Below are examples of four different Pontic tales for which a female version
can be contrasted with a male version. No context for the telling of the tales was
recorded. In no instance did they originate in the same village, and it is unlikely
that the narrators knew each other or had heard each other’s tales.
The Undying Sun
(AT 461A; Eberhard-Boratav 126; El Shamy 461A.)42 The two stories under
consideration here would both have been collected in Greece; their tellers
originated in different Pontic villages. The version from Imera was collected by
Despoina Fostiropoulou from an unidentified female narrator before 1935; the one
from Kotyora was collected by folklorist, historian, playwright, and army officer
Xenophon Akoglous from a male narrator before 1952. As mentioned above,
Bouteneff, Persecution and Perfidy
57
Imera was a mountain village, Kotyora a coastal city. In Pontic, Fostiropoulou’s
story is called “The Undying Sun,” Akoglous’ “The Sun’s Mother.”

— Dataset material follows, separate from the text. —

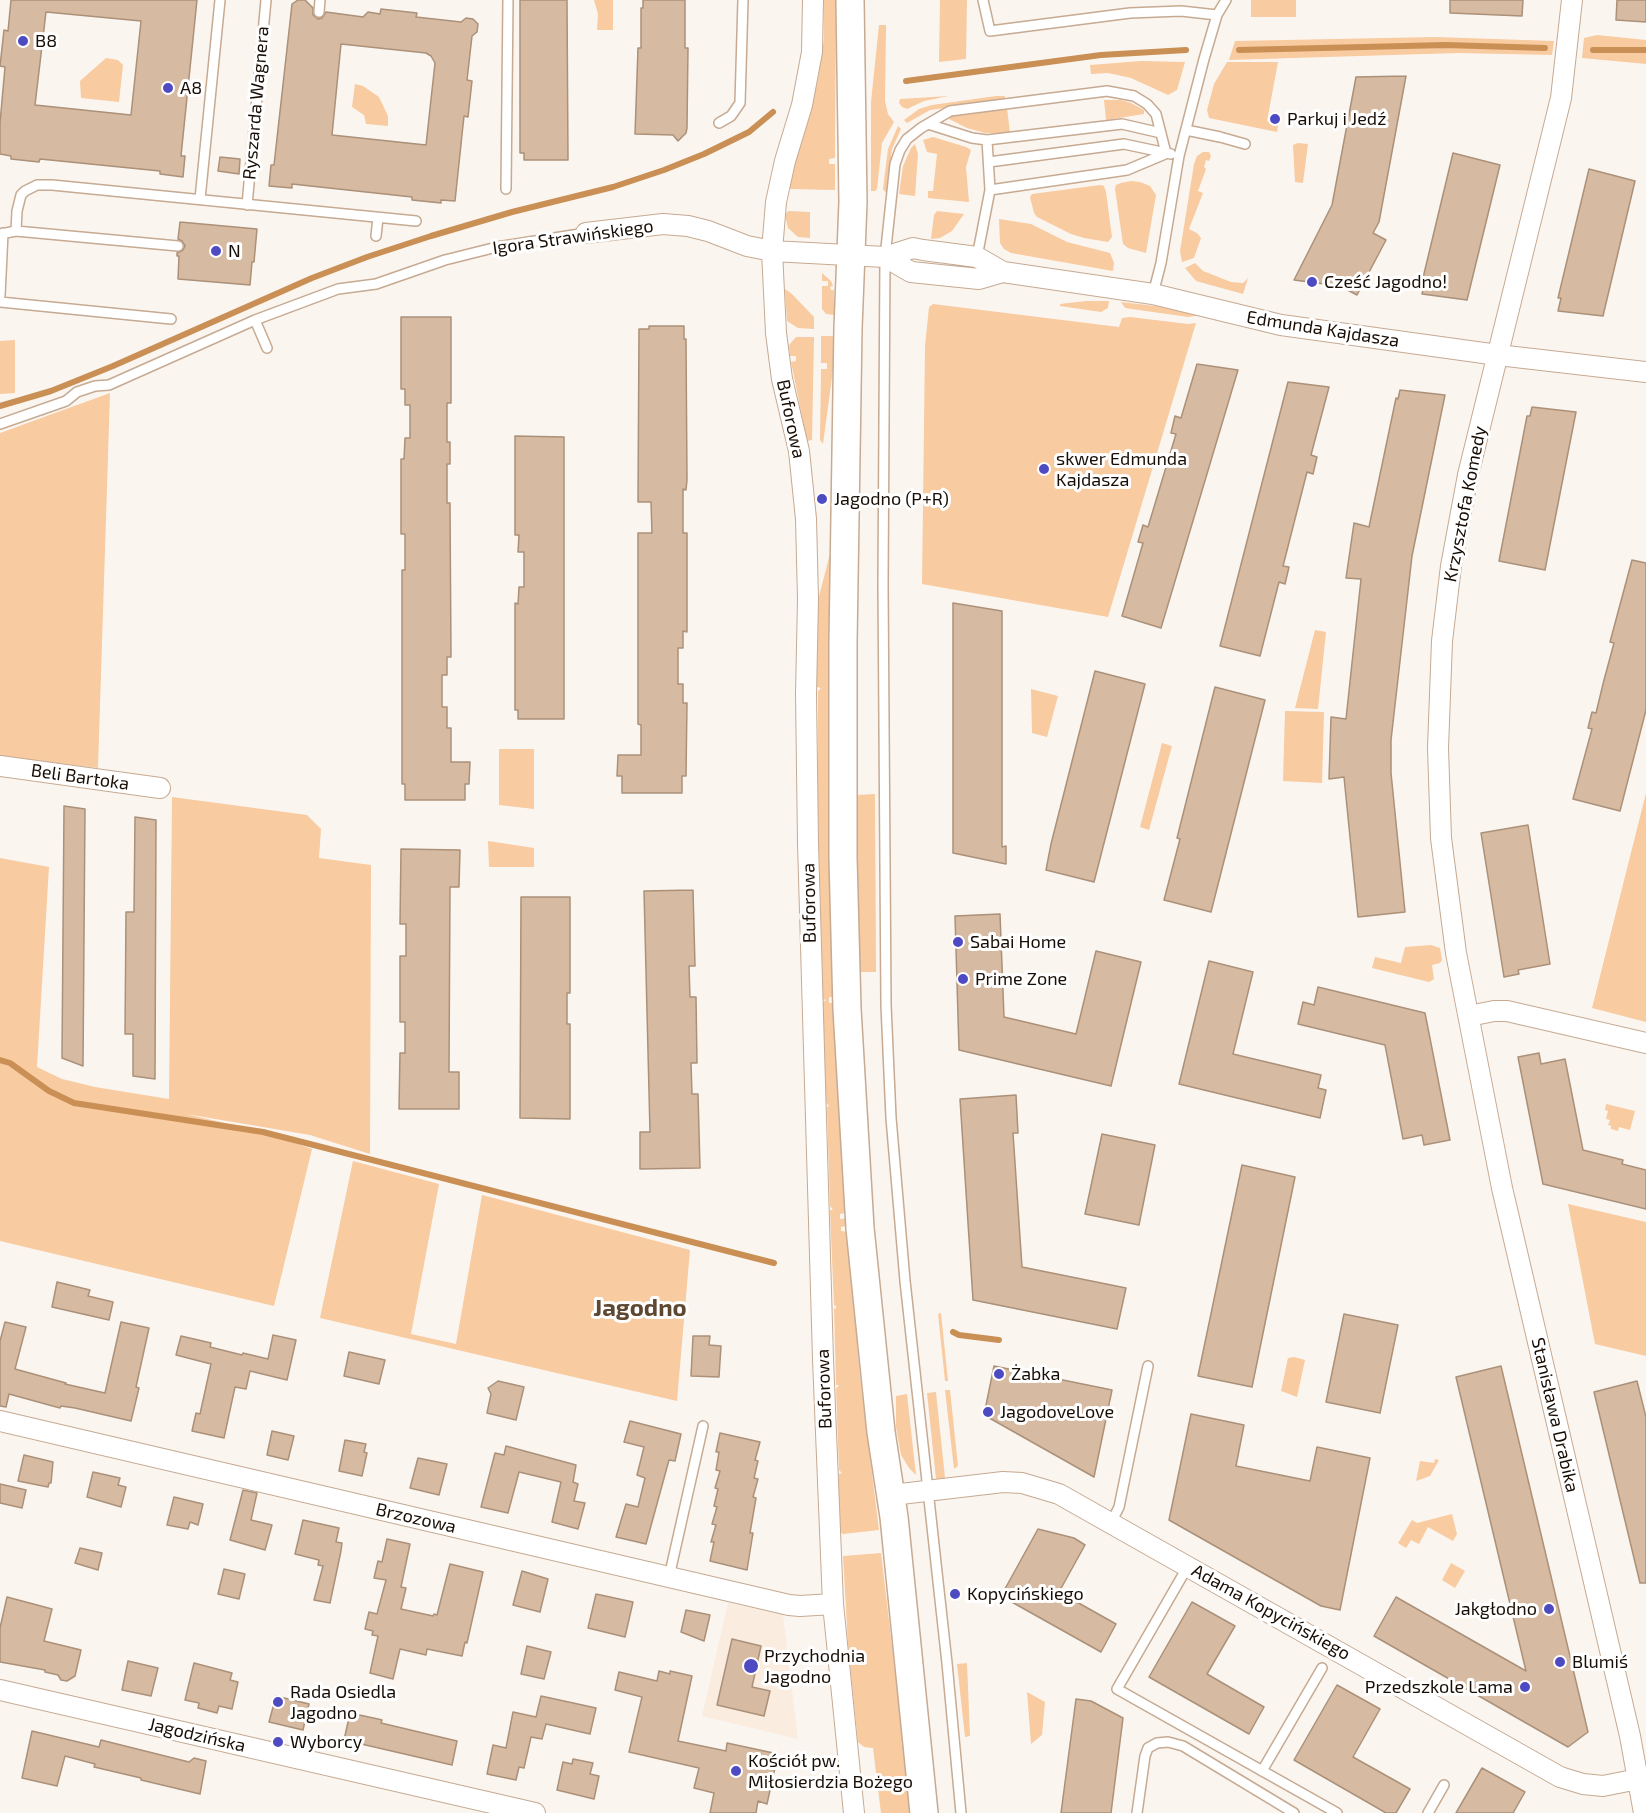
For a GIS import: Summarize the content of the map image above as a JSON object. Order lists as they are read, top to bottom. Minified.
{"streets":{"main road":["Buforowa"],"street":["Igora Strawińskiego","Edmunda Kajdasza","Krzysztofa Komedy","Beli Bartoka","Stanisława Drabika","Brzozowa","Adama Kopycińskiego","Jagodzińska"],"lane":["Ryszarda Wagnera"]},"crossings":[["Igora Strawińskiego","Edmunda Kajdasza"],["Igora Strawińskiego","Buforowa"],["Edmunda Kajdasza","Buforowa"],["Edmunda Kajdasza","Krzysztofa Komedy"],["Buforowa","Brzozowa"],["Buforowa","Adama Kopycińskiego"],["Krzysztofa Komedy","Stanisława Drabika"],["Stanisława Drabika","Adama Kopycińskiego"]],"districts":["Jagodno"],"places":["B8","A8","Parkuj i Jedź","N","Cześć Jagodno!","skwer Edmunda Kajdasza","Jagodno (P+R)","Sabai Home","Prime Zone","Żabka","JagodoveLove","Kopycińskiego","Jakgłodno","Blumiś","Przychodnia Jagodno","Przedszkole Lama","Rada Osiedla Jagodno","Wyborcy","Kościół pw. Miłosierdzia Bożego"]}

Greek variants of this story can be found in Crete and the Caucasus, and there
is a Turkish variant from South Siberia.43 In each case, advice is asked of the sun.

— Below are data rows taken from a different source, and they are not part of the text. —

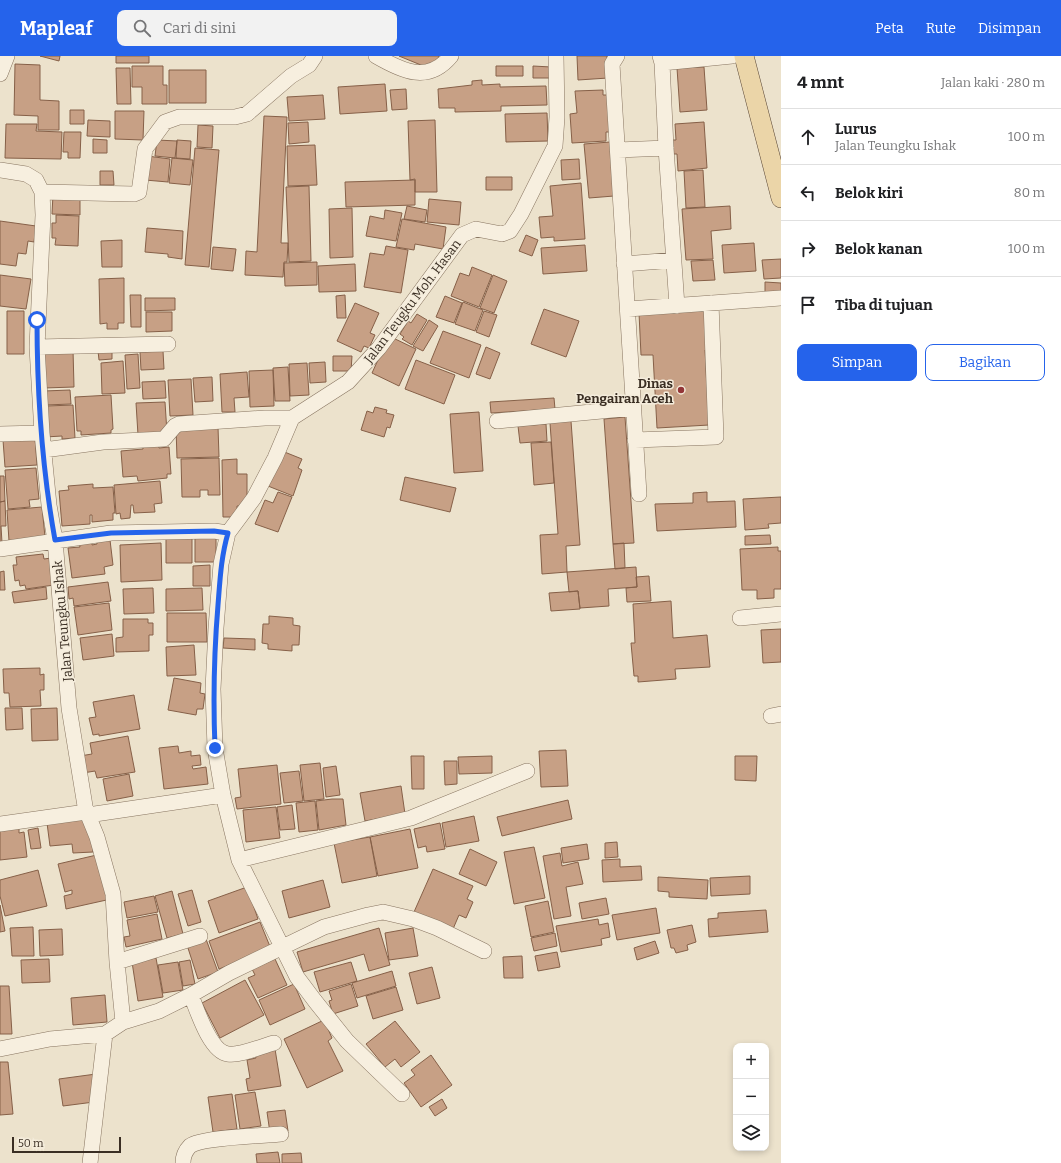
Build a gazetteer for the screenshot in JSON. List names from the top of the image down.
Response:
{
  "streets": {
    "street": ["Jalan Teugku Moh. Hasan", "Jalan Teungku Ishak"]
  },
  "places": ["Dinas Pengairan Aceh"],
  "scale_bar": "50 m",
  "page": {
    "header": "Mapleaf",
    "search": "Cari di sini",
    "nav": ["Peta", "Rute", "Disimpan"],
    "heading": ["4 mnt", "Jalan kaki · 280 m"],
    "list": [
      ["Lurus", "Jalan Teungku Ishak", "100 m"],
      ["Belok kiri", "80 m"],
      ["Belok kanan", "100 m"],
      "Tiba di tujuan"
    ],
    "buttons": ["Simpan", "Bagikan"],
    "map_buttons": ["+", "−"],
    "scale": "50 m"
  }
}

Dawkins also located it among the Gagauzy of Bessarabia, in Persia, Armenia,
Russia, and Italy.44 The Aarne-Thompson tale type index refers to only one tale
of this type, from India; the motif of a thief being punished by having feathers
stuck to his head (J1141.1.5) also appears in India. The Eberhard-Boratav version
is thematically related to “The Undying Sun” and is found throughout central
Turkey. Arab versions have Moses asking advice of God on behalf of a destitute
brother and sister. In a Spanish version, “The Griffin Bird,” the requests are made
of a traveler seeking the advice of a frightful monster, and the story includes a
river that must be crossed before the advisor can be reached.45
In the Pontic female version, an old woman sets out to visit the Undying Sun
to ask who is stealing her hen’s eggs; in the male version, a poor man cannot earn
enough to feed himself and his three daughters, so he goes to ask for advice of
the Sun’s mother. Along the way, the widow meets three spinsters who want to
know why they cannot get married; the widower also meets three old maids. The
widow next encounters a woman wearing three fur coats who wants to know why
she cannot get warm; the widower meets a man buried to his waist in the ground.

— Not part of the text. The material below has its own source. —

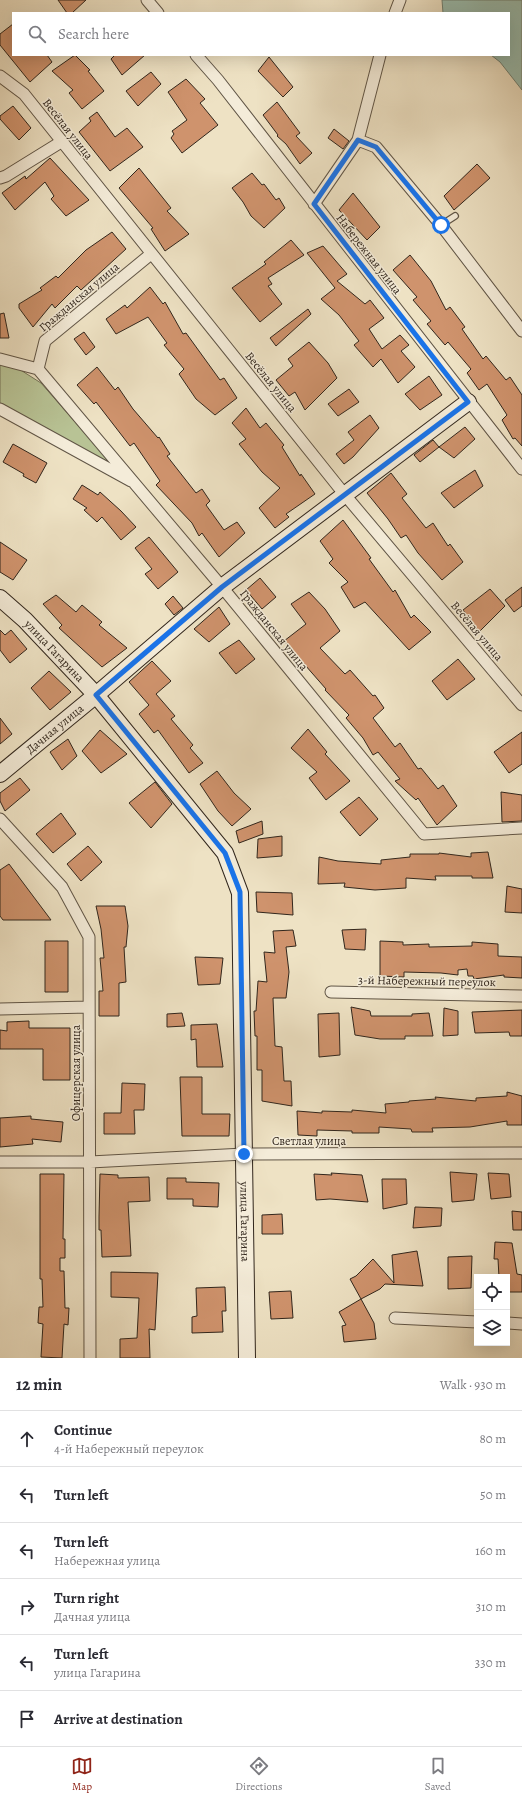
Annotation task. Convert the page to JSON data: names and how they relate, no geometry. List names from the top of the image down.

The widow then meets a raging river that wants to know what it must do to be at
rest and a boulder teetering on the edge asking the same question; the widower
meets only the hanging rock. When the widow finally finds the Sun, he answers
all these questions and concludes by saying: “The one who steals your eggs is
your neighbor, but say nothing to him; leave him to God and he will come to his
just desserts.” The Sun’s mother gives the widower advice for the others and a
magic piece of hide that will always fill his table with food. The widow conveys
the Sun’s advice to the others and returns home to find that the thief had sprouted
feathers on his face and died of the shock. After the widower passes on the advice,
he has adventures that revolve around the loss of his piece of hide to the king,
forcing him to return for help to the Sun’s mother.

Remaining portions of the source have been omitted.